Dentre os três, começamos a história com Connor, um jovem de 17 anos que sempre foi muito bagunceiro e se metia em encrencas, mas que, um dia, acabou descobrindo por acaso a ordem de sua fragmentação, junto de um cartão de férias para os pais e seu irmão mais novo. Ele decide fugir antes que chegue o dia dos policiais juvenis baterem em sua casa.
Depois dele, somos apresentados a Risa, uma órfã que vive na casa estatal e que, apesar de ser estudiosa e talentosa, acaba não se destacando em nada. Por isso, o governo acha melhor mandá-la para a fragmentação e não gastar mais dinheiro com a sua estadia.
Por último, temos Lev, um menino de 13 anos que é o décimo filho de uma família religiosa. Como a família sempre doa tudo à Igreja, por que não doaria 10% dos filhos? Sob essa lógica, Lev é escolhido para ser “doado”. Ele é considerado (e se autoconsidera) um dízimo e, por isso, vê a fragmentação como um ato de bondade, um jeito de se doar a Deus e ajudar os doentes.
Os três adolescentes acabam se encontrando inesperadamente durante a trama e, juntos, tentam fugir da fragmentação até completarem 18 anos, quando não puderem mais ser fragmentados.
O autor possui uma escrita viciante e que, a cada capítulo, faz você querer saber o que de fato aconteceu com os personagens. Além disso, o cenário que presenciamos durante a leitura é aterrorizante e revoltante. Os personagens são muito bem construídos e, a cada capítulo, percebemos o seu amadurecimento, junto de todas as emoções que envolvem um fragmentário: o medo, a raiva e a dor.
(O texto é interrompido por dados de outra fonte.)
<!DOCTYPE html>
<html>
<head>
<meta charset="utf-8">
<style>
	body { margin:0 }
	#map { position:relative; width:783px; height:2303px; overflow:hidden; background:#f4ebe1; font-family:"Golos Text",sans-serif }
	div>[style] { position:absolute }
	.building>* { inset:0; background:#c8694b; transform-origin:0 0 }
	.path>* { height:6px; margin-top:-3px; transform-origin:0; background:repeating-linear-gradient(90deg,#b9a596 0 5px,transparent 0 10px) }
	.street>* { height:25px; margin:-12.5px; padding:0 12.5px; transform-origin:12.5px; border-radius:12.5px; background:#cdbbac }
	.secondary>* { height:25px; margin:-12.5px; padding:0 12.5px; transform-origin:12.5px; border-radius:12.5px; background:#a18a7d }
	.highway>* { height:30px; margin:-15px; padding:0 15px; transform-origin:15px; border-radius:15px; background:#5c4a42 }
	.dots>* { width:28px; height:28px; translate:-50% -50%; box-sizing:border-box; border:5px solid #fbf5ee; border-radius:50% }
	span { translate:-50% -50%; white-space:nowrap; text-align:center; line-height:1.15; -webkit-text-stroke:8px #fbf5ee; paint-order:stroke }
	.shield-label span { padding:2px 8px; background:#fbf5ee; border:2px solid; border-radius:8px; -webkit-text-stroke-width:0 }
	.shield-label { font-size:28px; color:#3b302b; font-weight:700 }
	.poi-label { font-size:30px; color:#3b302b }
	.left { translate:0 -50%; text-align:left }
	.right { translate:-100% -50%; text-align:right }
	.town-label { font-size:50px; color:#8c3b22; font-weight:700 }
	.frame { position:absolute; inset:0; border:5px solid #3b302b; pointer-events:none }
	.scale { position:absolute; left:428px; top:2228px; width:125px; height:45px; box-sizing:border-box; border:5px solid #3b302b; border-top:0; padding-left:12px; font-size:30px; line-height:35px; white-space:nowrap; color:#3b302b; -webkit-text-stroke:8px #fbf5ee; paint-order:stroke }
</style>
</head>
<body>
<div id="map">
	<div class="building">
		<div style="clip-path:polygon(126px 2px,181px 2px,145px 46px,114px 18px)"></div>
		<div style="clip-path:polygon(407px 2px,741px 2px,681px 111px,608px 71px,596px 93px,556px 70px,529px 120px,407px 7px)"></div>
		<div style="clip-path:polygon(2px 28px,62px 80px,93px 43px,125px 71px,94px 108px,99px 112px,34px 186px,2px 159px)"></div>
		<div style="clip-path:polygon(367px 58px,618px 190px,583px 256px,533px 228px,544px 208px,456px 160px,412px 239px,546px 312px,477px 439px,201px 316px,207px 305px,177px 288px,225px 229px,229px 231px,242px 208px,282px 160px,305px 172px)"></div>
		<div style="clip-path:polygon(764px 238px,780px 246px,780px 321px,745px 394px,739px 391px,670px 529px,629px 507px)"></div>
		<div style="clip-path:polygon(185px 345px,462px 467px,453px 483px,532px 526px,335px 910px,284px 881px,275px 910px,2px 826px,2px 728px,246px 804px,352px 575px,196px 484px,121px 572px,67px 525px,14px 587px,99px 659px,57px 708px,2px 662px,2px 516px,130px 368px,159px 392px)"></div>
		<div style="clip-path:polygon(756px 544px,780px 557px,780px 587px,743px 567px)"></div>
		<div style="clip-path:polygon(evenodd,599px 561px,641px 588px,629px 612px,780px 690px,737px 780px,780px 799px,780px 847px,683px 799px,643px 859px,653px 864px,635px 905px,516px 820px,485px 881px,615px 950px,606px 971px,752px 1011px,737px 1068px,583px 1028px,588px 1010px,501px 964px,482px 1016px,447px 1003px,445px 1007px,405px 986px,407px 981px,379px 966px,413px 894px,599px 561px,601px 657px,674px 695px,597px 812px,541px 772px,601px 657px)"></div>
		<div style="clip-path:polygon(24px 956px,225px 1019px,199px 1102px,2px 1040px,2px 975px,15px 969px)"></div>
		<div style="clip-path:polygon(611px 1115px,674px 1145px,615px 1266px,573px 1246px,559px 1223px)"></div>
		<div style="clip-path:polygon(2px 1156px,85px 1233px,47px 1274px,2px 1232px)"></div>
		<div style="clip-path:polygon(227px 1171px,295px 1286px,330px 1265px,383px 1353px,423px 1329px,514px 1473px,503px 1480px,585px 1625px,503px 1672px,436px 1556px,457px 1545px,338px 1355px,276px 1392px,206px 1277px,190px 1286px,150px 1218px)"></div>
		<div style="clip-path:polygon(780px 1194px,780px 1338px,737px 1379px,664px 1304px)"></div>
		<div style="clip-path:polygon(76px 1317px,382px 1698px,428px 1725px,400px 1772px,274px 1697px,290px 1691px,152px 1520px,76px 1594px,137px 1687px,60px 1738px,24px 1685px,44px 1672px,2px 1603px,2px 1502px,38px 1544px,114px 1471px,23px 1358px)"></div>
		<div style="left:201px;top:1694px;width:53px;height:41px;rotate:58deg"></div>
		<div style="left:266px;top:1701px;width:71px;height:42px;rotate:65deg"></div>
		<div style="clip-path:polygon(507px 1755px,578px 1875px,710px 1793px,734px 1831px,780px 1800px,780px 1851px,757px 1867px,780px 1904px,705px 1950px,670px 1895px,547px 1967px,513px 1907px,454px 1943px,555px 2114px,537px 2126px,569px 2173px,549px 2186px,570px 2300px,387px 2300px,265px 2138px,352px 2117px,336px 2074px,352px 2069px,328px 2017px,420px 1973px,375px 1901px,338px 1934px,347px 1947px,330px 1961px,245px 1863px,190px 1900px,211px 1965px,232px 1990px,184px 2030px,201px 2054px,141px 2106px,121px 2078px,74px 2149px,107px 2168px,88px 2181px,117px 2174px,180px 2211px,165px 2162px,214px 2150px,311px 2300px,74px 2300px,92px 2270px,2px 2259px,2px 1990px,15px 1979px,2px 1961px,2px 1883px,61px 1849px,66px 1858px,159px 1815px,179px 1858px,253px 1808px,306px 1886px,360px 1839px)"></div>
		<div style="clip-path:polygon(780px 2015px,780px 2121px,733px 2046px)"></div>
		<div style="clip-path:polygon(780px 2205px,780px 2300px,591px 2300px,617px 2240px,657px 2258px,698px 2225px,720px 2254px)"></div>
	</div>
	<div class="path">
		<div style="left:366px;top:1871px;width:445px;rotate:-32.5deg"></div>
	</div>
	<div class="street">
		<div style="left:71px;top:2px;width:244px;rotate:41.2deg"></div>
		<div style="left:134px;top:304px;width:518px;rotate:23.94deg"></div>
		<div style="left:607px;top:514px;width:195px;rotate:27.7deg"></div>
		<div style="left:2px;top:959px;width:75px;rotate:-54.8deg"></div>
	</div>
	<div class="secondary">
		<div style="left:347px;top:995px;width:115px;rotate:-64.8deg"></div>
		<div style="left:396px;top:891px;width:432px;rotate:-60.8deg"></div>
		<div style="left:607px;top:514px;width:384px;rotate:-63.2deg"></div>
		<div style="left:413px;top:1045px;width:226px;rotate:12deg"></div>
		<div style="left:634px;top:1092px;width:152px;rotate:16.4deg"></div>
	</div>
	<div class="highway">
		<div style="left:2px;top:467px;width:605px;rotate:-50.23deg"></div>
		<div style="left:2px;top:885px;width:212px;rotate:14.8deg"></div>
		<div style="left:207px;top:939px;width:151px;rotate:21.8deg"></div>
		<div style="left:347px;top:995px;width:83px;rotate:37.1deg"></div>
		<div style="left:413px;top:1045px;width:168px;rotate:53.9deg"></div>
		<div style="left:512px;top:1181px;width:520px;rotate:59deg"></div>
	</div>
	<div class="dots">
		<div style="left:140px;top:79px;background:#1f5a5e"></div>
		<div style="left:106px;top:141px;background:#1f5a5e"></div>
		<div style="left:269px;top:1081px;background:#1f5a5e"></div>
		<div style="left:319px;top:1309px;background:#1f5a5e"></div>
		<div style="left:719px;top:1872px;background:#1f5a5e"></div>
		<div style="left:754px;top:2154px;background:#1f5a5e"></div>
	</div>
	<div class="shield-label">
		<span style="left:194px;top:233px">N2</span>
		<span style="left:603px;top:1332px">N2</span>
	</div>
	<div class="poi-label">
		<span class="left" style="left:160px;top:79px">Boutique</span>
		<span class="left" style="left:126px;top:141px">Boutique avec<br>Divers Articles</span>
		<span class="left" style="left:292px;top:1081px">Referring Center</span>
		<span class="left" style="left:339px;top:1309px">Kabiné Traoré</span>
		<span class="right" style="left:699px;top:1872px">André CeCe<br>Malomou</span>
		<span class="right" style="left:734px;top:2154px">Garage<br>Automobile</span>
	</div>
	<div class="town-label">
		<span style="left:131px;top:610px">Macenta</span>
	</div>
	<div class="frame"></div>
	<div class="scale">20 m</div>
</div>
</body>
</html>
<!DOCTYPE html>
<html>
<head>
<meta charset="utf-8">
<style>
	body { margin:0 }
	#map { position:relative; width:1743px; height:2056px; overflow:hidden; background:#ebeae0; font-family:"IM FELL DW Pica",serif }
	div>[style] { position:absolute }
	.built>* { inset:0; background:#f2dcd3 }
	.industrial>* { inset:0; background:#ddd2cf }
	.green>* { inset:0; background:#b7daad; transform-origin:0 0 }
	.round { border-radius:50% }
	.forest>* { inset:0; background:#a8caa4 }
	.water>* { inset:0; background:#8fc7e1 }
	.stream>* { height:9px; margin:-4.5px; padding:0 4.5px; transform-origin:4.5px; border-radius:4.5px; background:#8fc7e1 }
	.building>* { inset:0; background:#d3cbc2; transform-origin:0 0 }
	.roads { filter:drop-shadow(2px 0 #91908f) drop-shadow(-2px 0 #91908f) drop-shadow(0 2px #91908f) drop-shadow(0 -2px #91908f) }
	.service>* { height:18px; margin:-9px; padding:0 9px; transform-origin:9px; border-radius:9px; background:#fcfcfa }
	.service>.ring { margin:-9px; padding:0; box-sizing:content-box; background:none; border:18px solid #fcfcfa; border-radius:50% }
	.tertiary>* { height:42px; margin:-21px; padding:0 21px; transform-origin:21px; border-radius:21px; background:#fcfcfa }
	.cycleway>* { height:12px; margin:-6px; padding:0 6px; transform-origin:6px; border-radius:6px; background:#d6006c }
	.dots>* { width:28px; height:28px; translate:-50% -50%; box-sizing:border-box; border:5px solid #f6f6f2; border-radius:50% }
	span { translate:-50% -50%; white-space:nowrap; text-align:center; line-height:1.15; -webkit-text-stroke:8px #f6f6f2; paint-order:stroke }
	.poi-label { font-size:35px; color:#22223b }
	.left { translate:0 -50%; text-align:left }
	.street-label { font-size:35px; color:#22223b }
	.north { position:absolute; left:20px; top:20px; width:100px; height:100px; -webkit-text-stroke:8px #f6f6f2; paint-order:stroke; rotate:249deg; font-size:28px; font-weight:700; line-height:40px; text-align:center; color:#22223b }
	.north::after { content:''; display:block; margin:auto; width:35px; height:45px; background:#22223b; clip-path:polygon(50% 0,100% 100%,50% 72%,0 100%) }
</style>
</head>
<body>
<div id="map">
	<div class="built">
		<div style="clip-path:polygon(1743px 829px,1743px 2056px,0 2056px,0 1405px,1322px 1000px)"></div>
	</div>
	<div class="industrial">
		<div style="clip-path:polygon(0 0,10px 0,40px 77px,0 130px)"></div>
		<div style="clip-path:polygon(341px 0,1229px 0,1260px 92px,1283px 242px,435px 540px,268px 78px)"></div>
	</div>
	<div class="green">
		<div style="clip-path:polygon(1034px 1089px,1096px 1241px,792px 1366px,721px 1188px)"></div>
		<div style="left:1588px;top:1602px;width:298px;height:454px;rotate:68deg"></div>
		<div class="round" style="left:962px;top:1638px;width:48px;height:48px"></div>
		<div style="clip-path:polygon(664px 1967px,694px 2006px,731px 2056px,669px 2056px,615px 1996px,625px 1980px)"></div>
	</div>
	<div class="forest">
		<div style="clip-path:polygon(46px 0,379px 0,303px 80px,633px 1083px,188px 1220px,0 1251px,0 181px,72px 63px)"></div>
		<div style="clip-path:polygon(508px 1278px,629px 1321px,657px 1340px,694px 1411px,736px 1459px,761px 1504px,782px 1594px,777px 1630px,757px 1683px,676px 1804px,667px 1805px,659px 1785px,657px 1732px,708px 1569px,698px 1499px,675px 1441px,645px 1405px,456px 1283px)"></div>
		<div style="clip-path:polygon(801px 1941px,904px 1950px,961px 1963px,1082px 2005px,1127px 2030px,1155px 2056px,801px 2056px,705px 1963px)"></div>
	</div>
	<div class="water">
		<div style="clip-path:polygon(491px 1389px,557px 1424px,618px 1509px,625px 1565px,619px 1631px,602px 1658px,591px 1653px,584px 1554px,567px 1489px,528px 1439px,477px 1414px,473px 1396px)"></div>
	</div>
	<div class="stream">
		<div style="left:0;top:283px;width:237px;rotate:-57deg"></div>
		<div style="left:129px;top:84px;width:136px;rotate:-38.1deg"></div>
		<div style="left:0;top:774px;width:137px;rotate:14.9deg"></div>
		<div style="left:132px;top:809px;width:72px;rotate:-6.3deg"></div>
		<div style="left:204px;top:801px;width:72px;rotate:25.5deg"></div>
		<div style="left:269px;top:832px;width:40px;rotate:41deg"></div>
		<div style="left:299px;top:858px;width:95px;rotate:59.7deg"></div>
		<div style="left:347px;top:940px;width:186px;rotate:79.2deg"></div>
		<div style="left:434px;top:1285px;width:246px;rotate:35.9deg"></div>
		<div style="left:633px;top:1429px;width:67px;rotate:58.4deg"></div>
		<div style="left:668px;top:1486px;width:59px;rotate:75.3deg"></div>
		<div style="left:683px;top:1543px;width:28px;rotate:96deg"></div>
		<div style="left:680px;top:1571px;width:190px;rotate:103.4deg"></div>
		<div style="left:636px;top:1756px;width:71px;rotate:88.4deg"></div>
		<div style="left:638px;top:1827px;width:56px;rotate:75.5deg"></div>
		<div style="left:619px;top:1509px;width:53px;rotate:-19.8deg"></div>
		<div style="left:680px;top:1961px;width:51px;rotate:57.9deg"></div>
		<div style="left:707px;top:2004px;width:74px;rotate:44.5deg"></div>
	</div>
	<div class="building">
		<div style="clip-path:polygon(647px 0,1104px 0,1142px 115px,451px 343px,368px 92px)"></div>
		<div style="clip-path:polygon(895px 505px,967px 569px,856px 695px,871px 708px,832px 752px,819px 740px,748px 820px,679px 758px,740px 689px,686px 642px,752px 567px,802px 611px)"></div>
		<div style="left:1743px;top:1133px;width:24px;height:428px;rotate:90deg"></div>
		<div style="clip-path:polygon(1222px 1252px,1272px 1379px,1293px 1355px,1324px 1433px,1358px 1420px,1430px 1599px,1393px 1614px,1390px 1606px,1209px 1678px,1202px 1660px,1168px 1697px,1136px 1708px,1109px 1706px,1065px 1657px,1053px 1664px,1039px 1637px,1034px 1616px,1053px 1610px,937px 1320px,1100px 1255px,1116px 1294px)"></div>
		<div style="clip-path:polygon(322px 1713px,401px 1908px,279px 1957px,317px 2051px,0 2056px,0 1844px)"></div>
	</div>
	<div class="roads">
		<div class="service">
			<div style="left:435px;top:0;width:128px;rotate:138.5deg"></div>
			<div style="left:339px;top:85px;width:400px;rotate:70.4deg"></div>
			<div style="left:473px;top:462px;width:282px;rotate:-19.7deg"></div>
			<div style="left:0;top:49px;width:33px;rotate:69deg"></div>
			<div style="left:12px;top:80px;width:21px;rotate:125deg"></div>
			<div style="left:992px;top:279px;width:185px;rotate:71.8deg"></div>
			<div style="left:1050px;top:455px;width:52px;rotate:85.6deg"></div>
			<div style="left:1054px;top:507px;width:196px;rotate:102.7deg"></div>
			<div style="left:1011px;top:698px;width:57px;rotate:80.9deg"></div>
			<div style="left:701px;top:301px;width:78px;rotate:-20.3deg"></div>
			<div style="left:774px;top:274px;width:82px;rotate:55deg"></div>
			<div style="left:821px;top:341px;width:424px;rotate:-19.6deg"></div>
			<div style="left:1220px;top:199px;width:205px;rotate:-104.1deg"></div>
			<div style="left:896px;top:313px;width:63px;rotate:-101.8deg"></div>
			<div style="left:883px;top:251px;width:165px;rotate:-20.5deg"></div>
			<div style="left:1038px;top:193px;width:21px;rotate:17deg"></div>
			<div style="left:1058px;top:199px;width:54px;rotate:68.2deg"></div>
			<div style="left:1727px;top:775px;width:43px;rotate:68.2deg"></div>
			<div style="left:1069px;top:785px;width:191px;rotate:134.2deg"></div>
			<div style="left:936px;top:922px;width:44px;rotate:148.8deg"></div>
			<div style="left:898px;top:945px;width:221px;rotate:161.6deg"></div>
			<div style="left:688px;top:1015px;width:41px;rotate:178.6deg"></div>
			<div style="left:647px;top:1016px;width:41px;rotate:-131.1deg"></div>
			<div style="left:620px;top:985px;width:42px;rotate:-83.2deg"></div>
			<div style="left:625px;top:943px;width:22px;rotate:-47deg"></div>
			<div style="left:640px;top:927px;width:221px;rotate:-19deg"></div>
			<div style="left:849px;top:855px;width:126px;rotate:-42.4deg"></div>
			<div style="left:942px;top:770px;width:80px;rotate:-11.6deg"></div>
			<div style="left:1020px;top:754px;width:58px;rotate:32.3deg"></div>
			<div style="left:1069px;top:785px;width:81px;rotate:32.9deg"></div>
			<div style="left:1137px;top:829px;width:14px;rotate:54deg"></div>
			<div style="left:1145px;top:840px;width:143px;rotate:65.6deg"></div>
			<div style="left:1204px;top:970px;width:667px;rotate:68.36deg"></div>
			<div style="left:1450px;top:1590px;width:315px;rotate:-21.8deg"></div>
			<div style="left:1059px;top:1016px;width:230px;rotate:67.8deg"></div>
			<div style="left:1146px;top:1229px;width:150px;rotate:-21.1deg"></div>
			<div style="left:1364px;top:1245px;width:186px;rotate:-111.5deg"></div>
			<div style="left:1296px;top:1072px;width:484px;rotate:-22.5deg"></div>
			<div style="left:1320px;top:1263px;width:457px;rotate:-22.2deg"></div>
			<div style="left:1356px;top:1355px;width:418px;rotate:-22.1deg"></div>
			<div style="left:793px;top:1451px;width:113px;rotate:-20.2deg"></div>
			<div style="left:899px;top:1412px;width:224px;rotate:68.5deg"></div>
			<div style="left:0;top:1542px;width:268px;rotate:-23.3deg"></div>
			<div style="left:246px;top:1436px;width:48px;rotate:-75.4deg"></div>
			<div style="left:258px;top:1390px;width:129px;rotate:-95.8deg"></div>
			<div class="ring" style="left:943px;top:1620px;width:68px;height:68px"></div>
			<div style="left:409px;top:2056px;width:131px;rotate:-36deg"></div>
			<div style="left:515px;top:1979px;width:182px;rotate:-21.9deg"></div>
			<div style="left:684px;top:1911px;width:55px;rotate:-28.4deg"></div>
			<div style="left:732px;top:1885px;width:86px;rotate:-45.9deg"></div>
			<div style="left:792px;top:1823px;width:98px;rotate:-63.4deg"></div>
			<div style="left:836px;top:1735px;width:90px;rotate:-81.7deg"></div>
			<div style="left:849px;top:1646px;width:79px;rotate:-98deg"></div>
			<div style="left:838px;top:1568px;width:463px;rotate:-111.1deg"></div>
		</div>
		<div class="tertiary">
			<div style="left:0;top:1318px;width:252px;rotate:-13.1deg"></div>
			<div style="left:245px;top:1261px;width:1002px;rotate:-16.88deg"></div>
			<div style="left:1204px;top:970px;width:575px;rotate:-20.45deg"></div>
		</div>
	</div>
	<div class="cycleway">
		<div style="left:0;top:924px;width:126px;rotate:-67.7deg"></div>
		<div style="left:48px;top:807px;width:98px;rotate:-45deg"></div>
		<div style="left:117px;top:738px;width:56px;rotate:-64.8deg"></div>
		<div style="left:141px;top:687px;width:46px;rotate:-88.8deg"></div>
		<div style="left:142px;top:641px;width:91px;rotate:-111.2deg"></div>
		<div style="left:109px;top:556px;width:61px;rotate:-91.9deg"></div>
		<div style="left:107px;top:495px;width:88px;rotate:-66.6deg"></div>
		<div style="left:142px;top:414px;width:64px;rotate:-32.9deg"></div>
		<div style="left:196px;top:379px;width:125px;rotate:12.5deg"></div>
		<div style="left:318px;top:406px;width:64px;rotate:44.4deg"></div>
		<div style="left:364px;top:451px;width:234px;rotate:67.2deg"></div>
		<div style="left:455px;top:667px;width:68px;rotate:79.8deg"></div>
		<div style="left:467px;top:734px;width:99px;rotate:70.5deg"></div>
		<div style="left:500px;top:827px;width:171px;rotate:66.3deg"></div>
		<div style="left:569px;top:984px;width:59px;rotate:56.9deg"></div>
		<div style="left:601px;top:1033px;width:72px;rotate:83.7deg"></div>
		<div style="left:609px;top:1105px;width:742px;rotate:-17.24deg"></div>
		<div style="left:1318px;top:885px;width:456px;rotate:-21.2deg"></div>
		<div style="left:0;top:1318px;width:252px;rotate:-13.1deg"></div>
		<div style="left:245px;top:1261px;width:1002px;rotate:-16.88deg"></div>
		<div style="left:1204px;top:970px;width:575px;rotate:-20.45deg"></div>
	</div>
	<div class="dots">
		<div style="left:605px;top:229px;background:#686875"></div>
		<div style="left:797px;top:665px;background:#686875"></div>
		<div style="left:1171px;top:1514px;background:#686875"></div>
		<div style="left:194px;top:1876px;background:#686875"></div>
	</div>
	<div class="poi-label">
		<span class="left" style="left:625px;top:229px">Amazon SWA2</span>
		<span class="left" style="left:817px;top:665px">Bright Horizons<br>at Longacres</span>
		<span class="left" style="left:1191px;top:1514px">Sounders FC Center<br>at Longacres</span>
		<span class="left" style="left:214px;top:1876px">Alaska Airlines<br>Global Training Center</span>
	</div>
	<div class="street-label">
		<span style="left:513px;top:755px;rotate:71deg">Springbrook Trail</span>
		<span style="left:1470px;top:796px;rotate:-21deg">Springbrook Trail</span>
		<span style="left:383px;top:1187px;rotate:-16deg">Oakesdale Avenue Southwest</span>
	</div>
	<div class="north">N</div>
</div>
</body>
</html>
O mais importante é que, mesmo dentro da categoria de ficção, o livro chega longe de ser algo surreal. Os assuntos tratados dentro da trama são tão atuais quanto uma distopia pode revelar, e vários questionamentos são levantados. O aborto, o sistema falho e a injustiça são todos temas tratados com brilhantismo e que servem como pano de fundo interessante para a leitura.